De là où il se trouve, détenant comme le Christ « le record du monde pour la hauteur« , Apollinaire lui-même doit en rester coi. L’ouvrage qui nous est proposé, également copieux par ses anecdotes et la précision apportée à chaque mise en contexte, est de surcroît très plaisant à lire. L’auteur a notamment puisé dans la « Correspondance générale » de l’écrivain publiée il y a peu en pas moins de cinq volumes par Victor Martin-Schmets (1), pour distribuer avec pertinence moult citations au fil des séquences ici rassemblées, au terme d’un travail de sélection probant.
On parcourt ce livre avec l’enthousiasme d’un enfant lâché dans un magasin de friandises tant il y a découvrir, s’amuser et comprendre, autour du génie d’Apollinaire. Et c’est tout le talent de Peter Read que de nous instruire avec la simplicité qui sied à toute entreprise pédagogique. A la longue, on se prendrait presque pour un initié et spécialiste aguerri du poète car il a l’amabilité de nous le faire croire.
Il en va par exemple du poème « L’Adieu », suffisamment court pour être cité ici :
« J’ai cueilli ce brin de bruyère/L’automne est morte, souviens-t-en,/Nous ne nous verrons plus sur terre/Odeur du temps, brin de bruyère/Et souviens-toi que je t’attends ».
Les amateurs apprécieront d’apprendre qu’il s’agit en fait d’une ablation de la sixième strophe d’un corpus plus long. Peter Read explique que neuf ans après l’écriture de « La Clef », Apollinaire en bon « alchimiste » qu’il était « en augmentera la charge sensorielle en y ajoutant une trace de parfum » après extraction, y introduira une répétition pour faire un effet de cycle et en supprimera enfin toute ponctuation.

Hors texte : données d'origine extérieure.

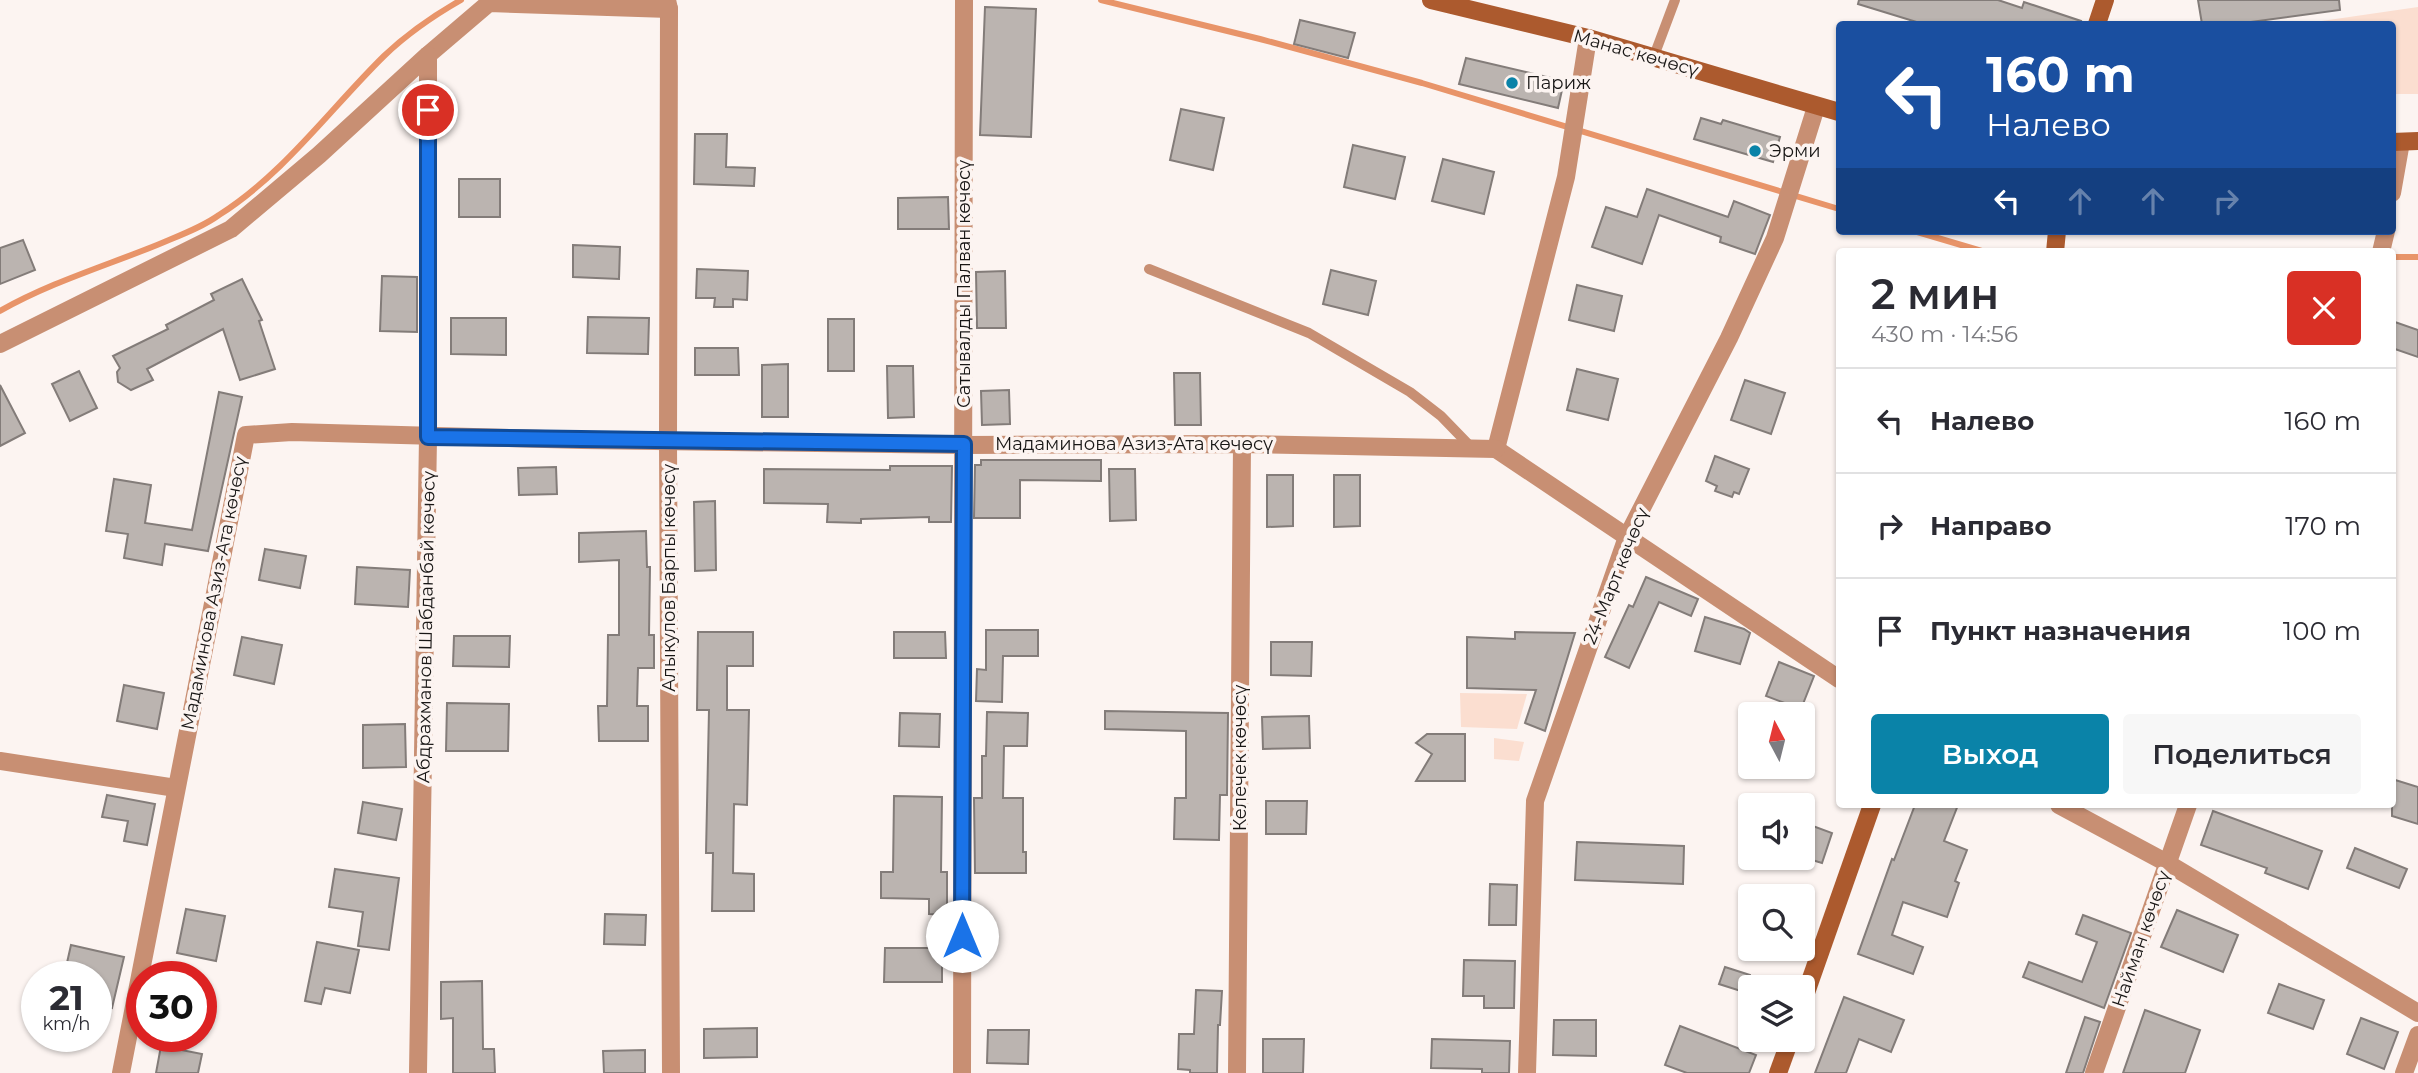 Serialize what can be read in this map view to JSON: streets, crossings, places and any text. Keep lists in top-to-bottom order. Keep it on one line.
{"streets":{"main road":["Манас көчөсү"],"street":["Сатывалды Палван көчөсү","Мадаминова Азиз-Ата көчөсү","24-Март көчөсү","Алыкулов Барпы көчөсү","Абдрахманов Шабданбай көчөсү","Келечек көчөсү","Найман көчөсү"]},"crossings":[["Манас көчөсү","24-Март көчөсү"],["Сатывалды Палван көчөсү","Мадаминова Азиз-Ата көчөсү"],["Мадаминова Азиз-Ата көчөсү","Алыкулов Барпы көчөсү"],["Мадаминова Азиз-Ата көчөсү","Абдрахманов Шабданбай көчөсү"],["Мадаминова Азиз-Ата көчөсү","Келечек көчөсү"]],"places":["Париж","Эрми"],"north":"top","page":{"turn":["160 m","Налево"],"heading":["2 мин","430 m · 14:56"],"list":[{"name":"Налево","value":"160 m"},{"name":"Направо","value":"170 m"},{"name":"Пункт назначения","value":"100 m"}],"buttons":["Выход","Поделиться"],"speed":"21 km/h","limit":"30"}}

La version définitive paraîtra dans « Vers et Prose » en 1912 puis sans ponctuation dans « Alcools » en 1913. En savoir davantage sur ce qui se passe en cuisine ne change en rien à la magie créatrice du poème enfin figé. Les étapes de la fabrication du calligramme « La cravate et la montre » nous sont données avec un luxe de détails impossible à dépasser, y compris la signification secrète de sa composition.

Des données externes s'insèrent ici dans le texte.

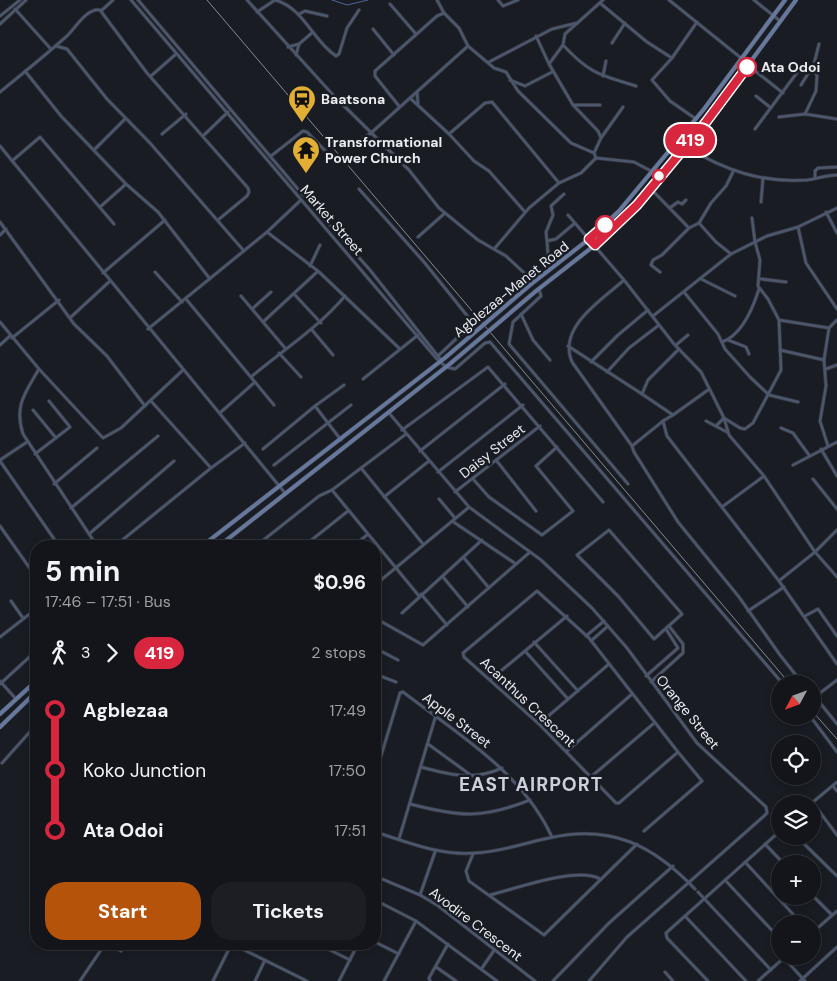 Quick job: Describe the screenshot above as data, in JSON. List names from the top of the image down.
{
  "streets": {
    "main road": ["Agblezaa-Manet Road"],
    "street": [
      "Market Street",
      "Daisy Street",
      "Acanthus Crescent",
      "Orange Street",
      "Apple Street",
      "Avodire Crescent"
    ]
  },
  "crossings": [
    ["Market Street", "Agblezaa-Manet Road"],
    ["Agblezaa-Manet Road", "Orange Street"],
    ["Daisy Street", "Orange Street"]
  ],
  "districts": ["EAST AIRPORT"],
  "places": {
    "other": ["Ata Odoi"],
    "station": ["Baatsona"],
    "temple": ["Transformational Power Church"]
  },
  "lines": ["bus line 419"],
  "north": "bottom left",
  "page": {
    "on_map": "419",
    "heading": ["5 min", "17:46 – 17:51 · Bus", "$0.96"],
    "legs": ["3", "419", "2 stops"],
    "map_buttons": ["+", "−"],
    "list": [
      {
        "name": "Agblezaa",
        "value": "17:49"
      },
      {
        "name": "Koko Junction",
        "value": "17:50"
      },
      {
        "name": "Ata Odoi",
        "value": "17:51"
      }
    ],
    "buttons": ["Start", "Tickets"]
  }
}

Comme le prétendait avec justesse Apollinaire, Peter Read nous « émerveille » à son tour avec cette remarquable recension commentée. Sevrés que nous sommes de nouveautés, nous allons de gourmandises en gourmandises.
Au hasard, il y a cette formidable carte postale adressée à Picasso en 1905 dont les deux versants sont garnis de deux poèmes, « Crépuscule » et « Saltimbanques ».

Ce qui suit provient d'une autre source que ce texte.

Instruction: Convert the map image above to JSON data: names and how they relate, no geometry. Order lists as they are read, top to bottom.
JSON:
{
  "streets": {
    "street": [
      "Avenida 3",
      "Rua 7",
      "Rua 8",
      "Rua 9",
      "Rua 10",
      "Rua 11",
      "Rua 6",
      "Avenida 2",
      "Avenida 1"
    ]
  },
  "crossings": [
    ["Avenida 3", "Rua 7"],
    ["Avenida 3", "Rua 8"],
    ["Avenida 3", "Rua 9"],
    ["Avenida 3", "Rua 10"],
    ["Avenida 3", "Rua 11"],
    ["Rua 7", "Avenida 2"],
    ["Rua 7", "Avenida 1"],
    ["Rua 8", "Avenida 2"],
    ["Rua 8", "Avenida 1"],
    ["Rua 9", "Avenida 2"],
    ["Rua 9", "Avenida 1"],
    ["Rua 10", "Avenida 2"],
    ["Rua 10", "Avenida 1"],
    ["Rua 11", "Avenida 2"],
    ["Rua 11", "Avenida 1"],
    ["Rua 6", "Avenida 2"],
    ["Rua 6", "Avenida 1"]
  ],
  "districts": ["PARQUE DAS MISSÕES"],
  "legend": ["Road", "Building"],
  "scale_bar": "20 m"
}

Il ne faut pas non plus manquer cette photo fort peu courante d’Apollinaire, pipe à la bouche, dans la soute à munitions de sa batterie en 1915. Elle est précédée d’une citation qui provoque en nous ce scintillement mental propre à ce diffuseur de rêves qu’était le poète, prônant en l’occurrence : « Il est grand temps de rallumer les étoiles ». Toute affaire cessante, nous voilà mobilisés.
PHB
« Apollinaire/Lettres/calligrammes/manuscrits ». Peter Read. Co-édition Textuel/BnF. 55 euros
(1) La correspondance générale d’Apollinaire, de Victor Martin-Schmets, sur Les Soirées de Paris et commentée par Gérard Goutierre
Merci pour cette belle note de lecture qui donne envie de se précipiter sur de telles « friandises » avant Noël!
Le 21 janvier 1915, quand Apollinaire la lettre dont nous avons ici un savoureux extrait, Lou est son amante depuis quelques semaines.
Ah quel bonheur de retrouver ce brin de bruyère si cher à mes dix-huit ans!!!!!!!!!!!!!!!!!!!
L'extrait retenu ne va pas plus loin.